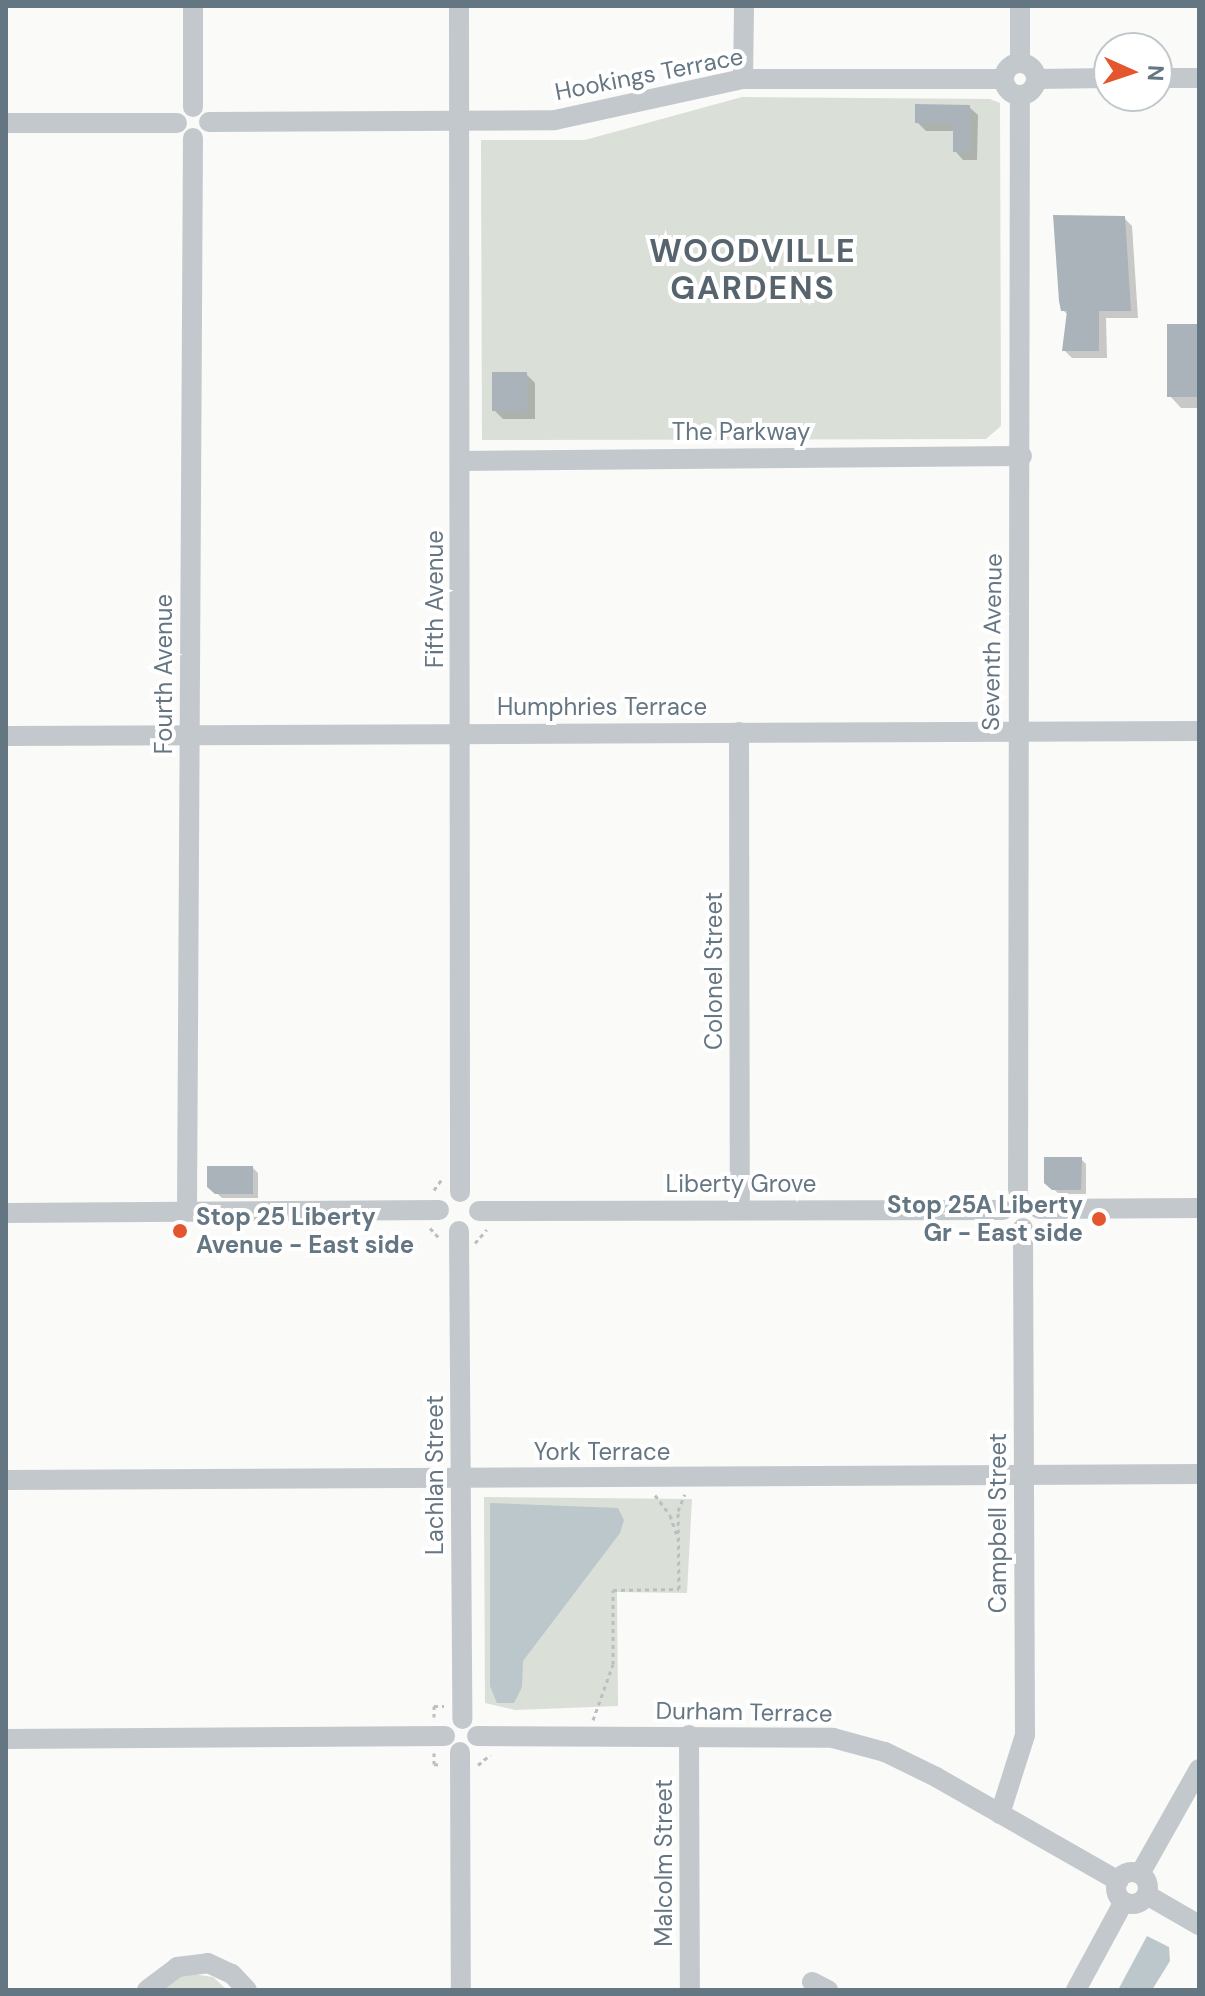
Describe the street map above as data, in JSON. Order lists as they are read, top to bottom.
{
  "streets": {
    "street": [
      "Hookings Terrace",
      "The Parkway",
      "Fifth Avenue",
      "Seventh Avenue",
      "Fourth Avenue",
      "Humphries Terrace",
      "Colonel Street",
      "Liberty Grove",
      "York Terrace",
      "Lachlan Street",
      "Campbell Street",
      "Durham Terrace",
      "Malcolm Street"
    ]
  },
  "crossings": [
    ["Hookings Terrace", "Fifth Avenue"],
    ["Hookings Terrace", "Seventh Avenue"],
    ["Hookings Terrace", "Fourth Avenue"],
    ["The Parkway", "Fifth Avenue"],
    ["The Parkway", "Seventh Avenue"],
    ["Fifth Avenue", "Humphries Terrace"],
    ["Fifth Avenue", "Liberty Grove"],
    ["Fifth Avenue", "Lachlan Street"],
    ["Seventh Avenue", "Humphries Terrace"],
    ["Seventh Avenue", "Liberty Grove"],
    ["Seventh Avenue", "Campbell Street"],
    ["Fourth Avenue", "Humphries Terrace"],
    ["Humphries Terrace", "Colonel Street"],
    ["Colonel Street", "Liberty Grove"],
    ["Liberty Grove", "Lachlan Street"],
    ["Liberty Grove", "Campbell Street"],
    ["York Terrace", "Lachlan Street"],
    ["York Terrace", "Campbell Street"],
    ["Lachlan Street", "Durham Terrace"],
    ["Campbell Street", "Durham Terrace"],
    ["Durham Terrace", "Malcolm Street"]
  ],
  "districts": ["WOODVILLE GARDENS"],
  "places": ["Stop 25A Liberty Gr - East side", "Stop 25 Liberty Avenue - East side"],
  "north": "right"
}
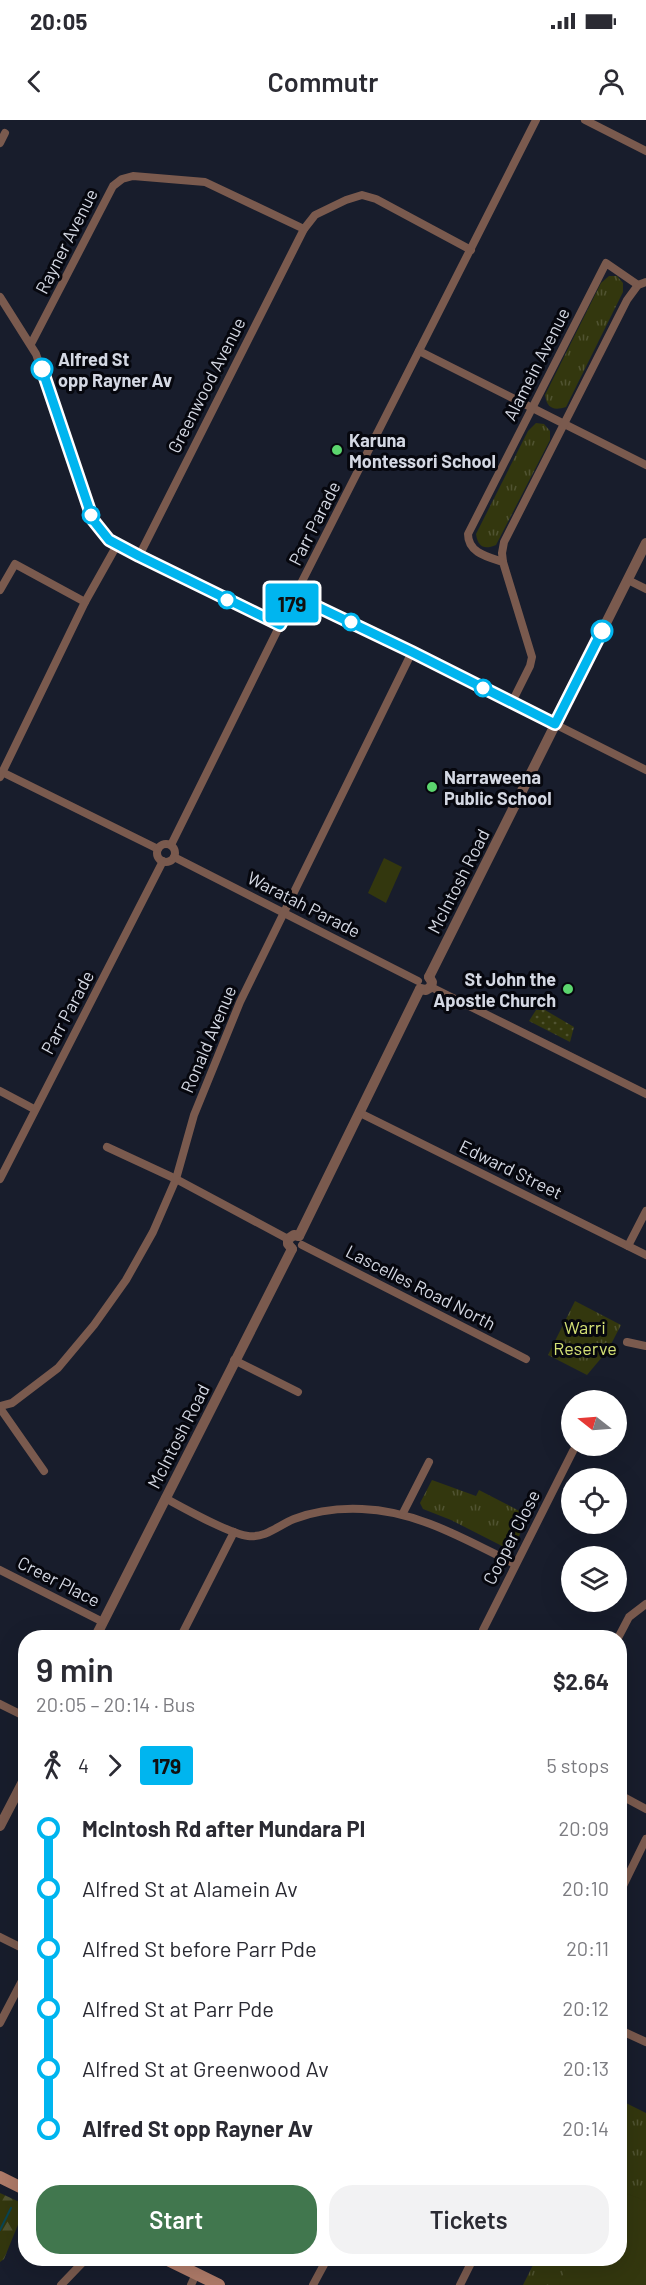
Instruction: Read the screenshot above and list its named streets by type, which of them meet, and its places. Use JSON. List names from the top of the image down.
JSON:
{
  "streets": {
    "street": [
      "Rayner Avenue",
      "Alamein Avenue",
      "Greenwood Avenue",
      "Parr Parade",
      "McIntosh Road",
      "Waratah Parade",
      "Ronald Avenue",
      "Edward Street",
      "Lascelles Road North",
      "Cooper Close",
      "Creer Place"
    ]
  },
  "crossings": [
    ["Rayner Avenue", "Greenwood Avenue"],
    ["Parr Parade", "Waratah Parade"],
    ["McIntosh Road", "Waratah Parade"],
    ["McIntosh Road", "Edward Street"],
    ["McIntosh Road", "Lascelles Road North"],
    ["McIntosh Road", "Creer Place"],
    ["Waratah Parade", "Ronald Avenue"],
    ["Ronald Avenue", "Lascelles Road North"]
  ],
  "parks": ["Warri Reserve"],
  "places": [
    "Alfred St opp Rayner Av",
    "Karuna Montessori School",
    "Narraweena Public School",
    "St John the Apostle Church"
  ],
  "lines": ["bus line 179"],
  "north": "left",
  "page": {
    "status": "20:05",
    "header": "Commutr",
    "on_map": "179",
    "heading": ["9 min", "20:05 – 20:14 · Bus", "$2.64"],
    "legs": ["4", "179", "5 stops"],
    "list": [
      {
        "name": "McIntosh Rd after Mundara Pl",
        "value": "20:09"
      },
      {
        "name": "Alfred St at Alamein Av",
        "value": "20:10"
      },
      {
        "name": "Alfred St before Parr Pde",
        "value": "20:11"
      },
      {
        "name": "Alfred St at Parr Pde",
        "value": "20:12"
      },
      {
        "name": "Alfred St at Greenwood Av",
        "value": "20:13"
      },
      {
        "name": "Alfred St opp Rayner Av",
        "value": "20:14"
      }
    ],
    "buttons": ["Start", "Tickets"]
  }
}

::::::

• Action item
Nothing but an exact copy of the data above, minus its pictures, should appear in the response.

• Output for this task
Describe the street map above as data, in JSON. Order lists as they are read, top to bottom.
{
  "streets": {
    "street": [
      "Hookings Terrace",
      "The Parkway",
      "Fifth Avenue",
      "Seventh Avenue",
      "Fourth Avenue",
      "Humphries Terrace",
      "Colonel Street",
      "Liberty Grove",
      "York Terrace",
      "Lachlan Street",
      "Campbell Street",
      "Durham Terrace",
      "Malcolm Street"
    ]
  },
  "crossings": [
    ["Hookings Terrace", "Fifth Avenue"],
    ["Hookings Terrace", "Seventh Avenue"],
    ["Hookings Terrace", "Fourth Avenue"],
    ["The Parkway", "Fifth Avenue"],
    ["The Parkway", "Seventh Avenue"],
    ["Fifth Avenue", "Humphries Terrace"],
    ["Fifth Avenue", "Liberty Grove"],
    ["Fifth Avenue", "Lachlan Street"],
    ["Seventh Avenue", "Humphries Terrace"],
    ["Seventh Avenue", "Liberty Grove"],
    ["Seventh Avenue", "Campbell Street"],
    ["Fourth Avenue", "Humphries Terrace"],
    ["Humphries Terrace", "Colonel Street"],
    ["Colonel Street", "Liberty Grove"],
    ["Liberty Grove", "Lachlan Street"],
    ["Liberty Grove", "Campbell Street"],
    ["York Terrace", "Lachlan Street"],
    ["York Terrace", "Campbell Street"],
    ["Lachlan Street", "Durham Terrace"],
    ["Campbell Street", "Durham Terrace"],
    ["Durham Terrace", "Malcolm Street"]
  ],
  "districts": ["WOODVILLE GARDENS"],
  "places": ["Stop 25A Liberty Gr - East side", "Stop 25 Liberty Avenue - East side"],
  "north": "right"
}
Instruction: Read the screenshot above and list its named streets by type, which of them meet, and its places. Use JSON. List names from the top of the image down.
JSON:
{
  "streets": {
    "street": [
      "Rayner Avenue",
      "Alamein Avenue",
      "Greenwood Avenue",
      "Parr Parade",
      "McIntosh Road",
      "Waratah Parade",
      "Ronald Avenue",
      "Edward Street",
      "Lascelles Road North",
      "Cooper Close",
      "Creer Place"
    ]
  },
  "crossings": [
    ["Rayner Avenue", "Greenwood Avenue"],
    ["Parr Parade", "Waratah Parade"],
    ["McIntosh Road", "Waratah Parade"],
    ["McIntosh Road", "Edward Street"],
    ["McIntosh Road", "Lascelles Road North"],
    ["McIntosh Road", "Creer Place"],
    ["Waratah Parade", "Ronald Avenue"],
    ["Ronald Avenue", "Lascelles Road North"]
  ],
  "parks": ["Warri Reserve"],
  "places": [
    "Alfred St opp Rayner Av",
    "Karuna Montessori School",
    "Narraweena Public School",
    "St John the Apostle Church"
  ],
  "lines": ["bus line 179"],
  "north": "left",
  "page": {
    "status": "20:05",
    "header": "Commutr",
    "on_map": "179",
    "heading": ["9 min", "20:05 – 20:14 · Bus", "$2.64"],
    "legs": ["4", "179", "5 stops"],
    "list": [
      {
        "name": "McIntosh Rd after Mundara Pl",
        "value": "20:09"
      },
      {
        "name": "Alfred St at Alamein Av",
        "value": "20:10"
      },
      {
        "name": "Alfred St before Parr Pde",
        "value": "20:11"
      },
      {
        "name": "Alfred St at Parr Pde",
        "value": "20:12"
      },
      {
        "name": "Alfred St at Greenwood Av",
        "value": "20:13"
      },
      {
        "name": "Alfred St opp Rayner Av",
        "value": "20:14"
      }
    ],
    "buttons": ["Start", "Tickets"]
  }
}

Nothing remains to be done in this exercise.